At first, the student may need assistance from an adult or a more knowledgeable peer, but eventually, their zone of proximal development will expand. Teachers can help promote this expansion by:
Planning and organizing their instruction and lessons: For example, the teacher might organize the class into groups where less skilled children are paired with students who have a higher skill level.
Using hints, prompts, and direct instruction to help kids improve their ability levels.
Scaffolding, where the teacher provides specific prompts to move the child progressively forward toward a goal.
Examples (Choose any two)
- First, teachers can serve as a scaffold by providing initial guidance or questions to help students launch into the activity. As the activity continues, teachers can decrease or remove the amount of support that they provide or limit their support to specific instances, such as when learners are stuck and unable to continue with the task. An instructional designer may design training for salesmen in which learners collaborate to learn about new strategies and receive ongoing feedback from the facilitator and other employees. However, after time, the amount of feedback and support decreases. Similar types of support can occur in K-12 classrooms when teachers provide feedback and guidance early on and then withdraw the scaffolds over time. For example, in an elementary school mathematics classroom a teacher may provide a conversion table between units of measurement for a group project at first, and then after students have had time to work with the measurement units take the conversion table away.

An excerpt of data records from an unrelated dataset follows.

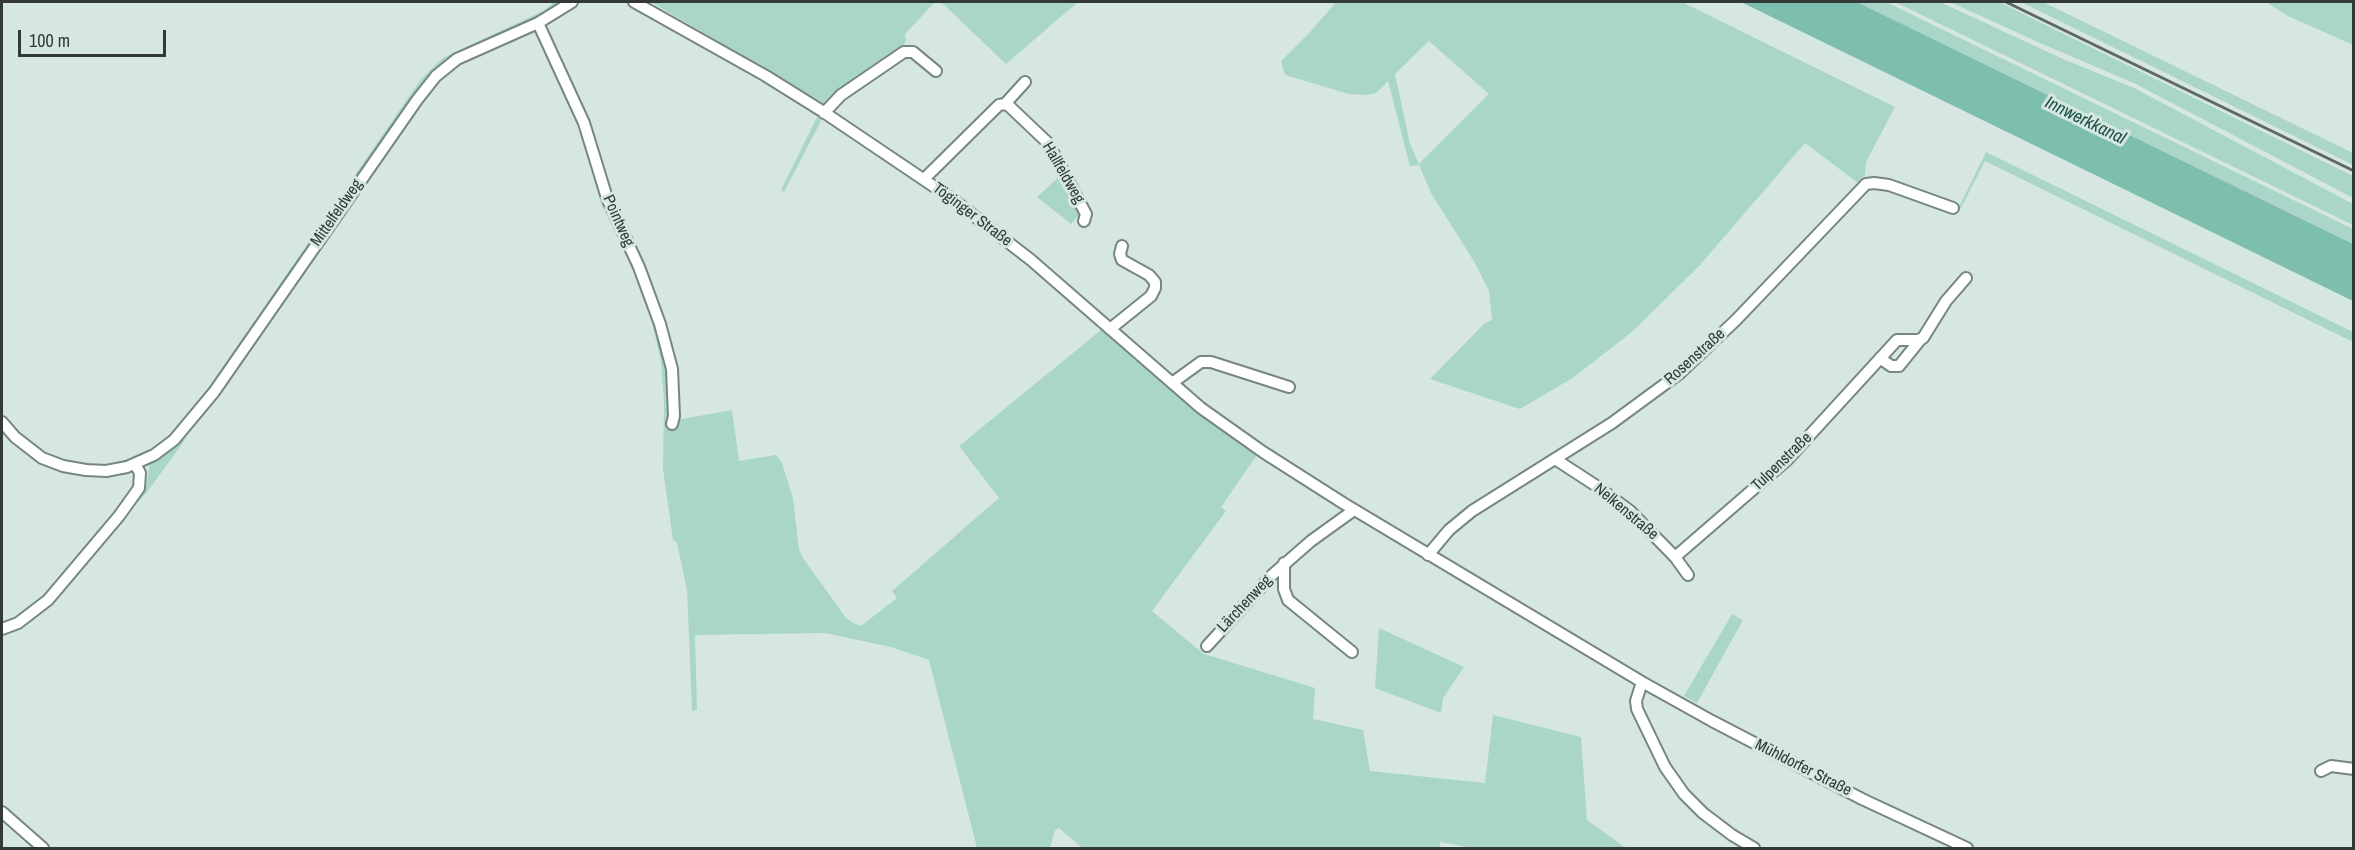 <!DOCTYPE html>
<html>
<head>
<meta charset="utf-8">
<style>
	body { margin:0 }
	#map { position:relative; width:2355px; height:850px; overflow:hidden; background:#d6e7e2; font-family:"Archivo Narrow",sans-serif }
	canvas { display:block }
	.frame { position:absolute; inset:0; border:3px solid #323937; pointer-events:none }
	.scale { position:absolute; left:18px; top:30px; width:148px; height:27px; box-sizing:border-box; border:3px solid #323937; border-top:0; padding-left:8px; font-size:18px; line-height:21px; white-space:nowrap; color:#323937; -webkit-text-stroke:4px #d6e7e2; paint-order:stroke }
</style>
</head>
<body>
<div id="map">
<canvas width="2355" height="850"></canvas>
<div class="frame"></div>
<div class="scale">100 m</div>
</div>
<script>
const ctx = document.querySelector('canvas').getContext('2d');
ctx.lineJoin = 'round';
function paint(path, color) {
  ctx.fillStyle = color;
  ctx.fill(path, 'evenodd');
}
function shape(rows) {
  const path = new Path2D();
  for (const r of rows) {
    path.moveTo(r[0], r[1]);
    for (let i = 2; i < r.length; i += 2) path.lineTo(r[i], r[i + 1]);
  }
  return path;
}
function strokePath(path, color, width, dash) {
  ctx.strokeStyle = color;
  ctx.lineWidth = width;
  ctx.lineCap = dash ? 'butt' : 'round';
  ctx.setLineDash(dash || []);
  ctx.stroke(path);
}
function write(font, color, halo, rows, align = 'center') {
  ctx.font = font + ' "Archivo Narrow",sans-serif';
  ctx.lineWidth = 6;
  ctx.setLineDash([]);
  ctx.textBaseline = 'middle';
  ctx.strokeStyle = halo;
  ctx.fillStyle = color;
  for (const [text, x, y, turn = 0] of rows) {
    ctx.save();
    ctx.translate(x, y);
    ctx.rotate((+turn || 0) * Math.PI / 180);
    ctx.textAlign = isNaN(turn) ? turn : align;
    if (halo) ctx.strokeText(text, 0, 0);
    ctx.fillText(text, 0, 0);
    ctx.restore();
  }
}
paint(shape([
	[554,2,565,2,537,18,452,57,209,391,207,390,421,79,443,58,545,10],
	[651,2,935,2,905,34,906,40,902,49,825,104],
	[941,2,1078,2,1006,64],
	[1336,2,1682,2,1895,107,1866,162,1865,175,1858,183,1805,143,1700,265,1633,331,1574,377,1520,409,1430,379,1485,323,1492,320,1489,291,1475,263,1431,193,1419,165,1410,166,1388,81,1376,93,1365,95,1349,94,1285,75,1281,61,1312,30],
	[1429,41,1489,94,1419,164,1410,144,1395,74],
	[1857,2,1886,2,2353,229,2353,244],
	[1895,2,1940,2,2063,59,2134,88,2353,204,2353,225],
	[1950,2,1999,2,2353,176,2353,198,2136,84,2040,43],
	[2021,2,2043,2,2353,153,2353,165],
	[2266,2,2353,2,2353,45,2288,16],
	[817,117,821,119,820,123,784,192,781,190],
	[1986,152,2353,332,2353,342,1985,161,1960,210,1958,209],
	[1062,174,1081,213,1071,224,1037,197],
	[607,206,643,283,659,328,677,420,732,410,739,461,776,455,782,463,793,498,799,549,803,558,846,618,853,623,861,626,897,598,892,591,999,498,959,446,1101,330,1190,407,1257,455,1221,507,1226,511,1152,611,1204,654,1315,688,1313,719,1363,730,1370,771,1485,783,1493,715,1581,737,1587,820,1626,848,1473,848,1440,842,1440,848,1082,848,1059,828,1055,830,1050,848,977,848,929,660,891,647,825,633,695,635,697,710,692,711,687,590,677,543,673,540,663,469,664,401,661,362,650,313],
	[187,437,148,491,136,504,146,488,150,463,174,448],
	[1732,614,1743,620,1697,703,1684,696],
	[1379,628,1464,667,1443,698,1441,713,1375,688]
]), '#aad6ca');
paint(shape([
	[1741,2,1857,2,2353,244,2353,301]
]), '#7ebeae');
const minor = shape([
	[634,2,766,76,822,111,951,198,1031,260,1201,408,1263,452,1343,503,1642,682,1712,721,1862,799,1967,848],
	[538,23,584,123,607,198,639,267,660,324,672,369,674,416,672,424],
	[1005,104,1009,106,1048,143,1086,214,1084,221],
	[824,113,841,95,904,52,913,52,936,71],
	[924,179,999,105,1005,104,1025,82],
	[1110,329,1151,296,1155,288,1155,282,1149,275,1122,260,1120,254,1122,246],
	[1880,358,1891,366,1899,366,1920,340],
	[1172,383,1201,362,1211,362,1289,387],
	[2,422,15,437,42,458,63,466,86,470,106,471,127,467,154,455,174,440,214,392,417,100,436,76,457,59,538,23,572,2],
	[1555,459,1598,487,1630,511,1675,557,1688,575],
	[1428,555,1449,530,1472,511,1612,423,1680,373,1736,320,1866,184,1874,183,1889,185,1953,208],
	[1675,557,1787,460,1897,340,1918,340,1923,338,1946,301,1966,278],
	[1284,563,1284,589,1288,600,1352,652],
	[2,629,18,623,48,600,119,516,139,488,140,473,135,464],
	[1207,646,1271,576,1311,541,1354,510],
	[1642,682,1636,701,1637,709,1665,767,1684,794,1703,813,1732,835,1754,848],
	[2321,771,2331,766,2354,769],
	[2,812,43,848]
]);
strokePath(minor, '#768681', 14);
strokePath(minor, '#fff', 10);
strokePath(shape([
	[2006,2,2354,171]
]), '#5e6865', 3);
write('16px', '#323937', '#d6e7e2', [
	["Hallfeldweg",1063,173,60],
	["Mittelfeldweg",337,213,-55],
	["Töginger Straße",972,215,37],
	["Pointweg",618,221,66],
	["Rosenstraße",1695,357,-42],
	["Tulpenstraße",1782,462,-44],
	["Nelkenstraße",1626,512,40],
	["Lärchenweg",1245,604,-47],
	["Mühldorfer Straße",1803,768,27]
]);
write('italic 18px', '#1a5045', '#d6e7e2', [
	["Innwerkkanal",2085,121,26]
]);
</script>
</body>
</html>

- Second, teachers and facilitators can provide external scaffolds or learning tools. An instructional designer who is training salesmen about new procedures may provide a document and visual to help learners become familiar with the new procedures at the beginning of their learning experience, but after collaborative activities and feedback, the supporting documents may be removed, requiring learners to rely on each other or their memory. Likewise for K-12 teachers in a middle school science classroom, students studying landforms may be given access to an anchor chart or visual of different types of landforms initially to help them identify and classify landforms that they are learning about. After time, however, the teacher may remove the scaffold so that learners must rely on knowledge and each other as they lean on skills they have developed together. The amount of scaffolding that teachers should provide is a fine balance between teachers over-guiding on the one hand and on the other letting learners falter in a way that is not productive (CTGV, 1997).
- There are a variety of ways in which technology can support the use of social learning theories in the classroom. Through current and emerging online collaborative spaces, such as Google, Skype, wikis, and more, as well as hands-on collaborative technology in the classroom, such as SMART Tables and iPads, students have robust opportunities to experience meaningful collaborative learning in both physical and virtual settings that embody the tenets of sociocultural learning. Different technological and online tools can assist with greater communication strategies, more realistic simulations of real-world problem scenarios, and even greater flexibility when seeking to scaffold instruction within students’ ZPD. Embracing the use of technology within collaborative learning can also foster a more equal distribution of voices as compared to in-person groupings (Deal, 2009), potentially providing greater opportunity to ensure active participation among all students. Through using technology to support the implementation of social learning theories in the classroom students experience collaboration while refining 21st century skills.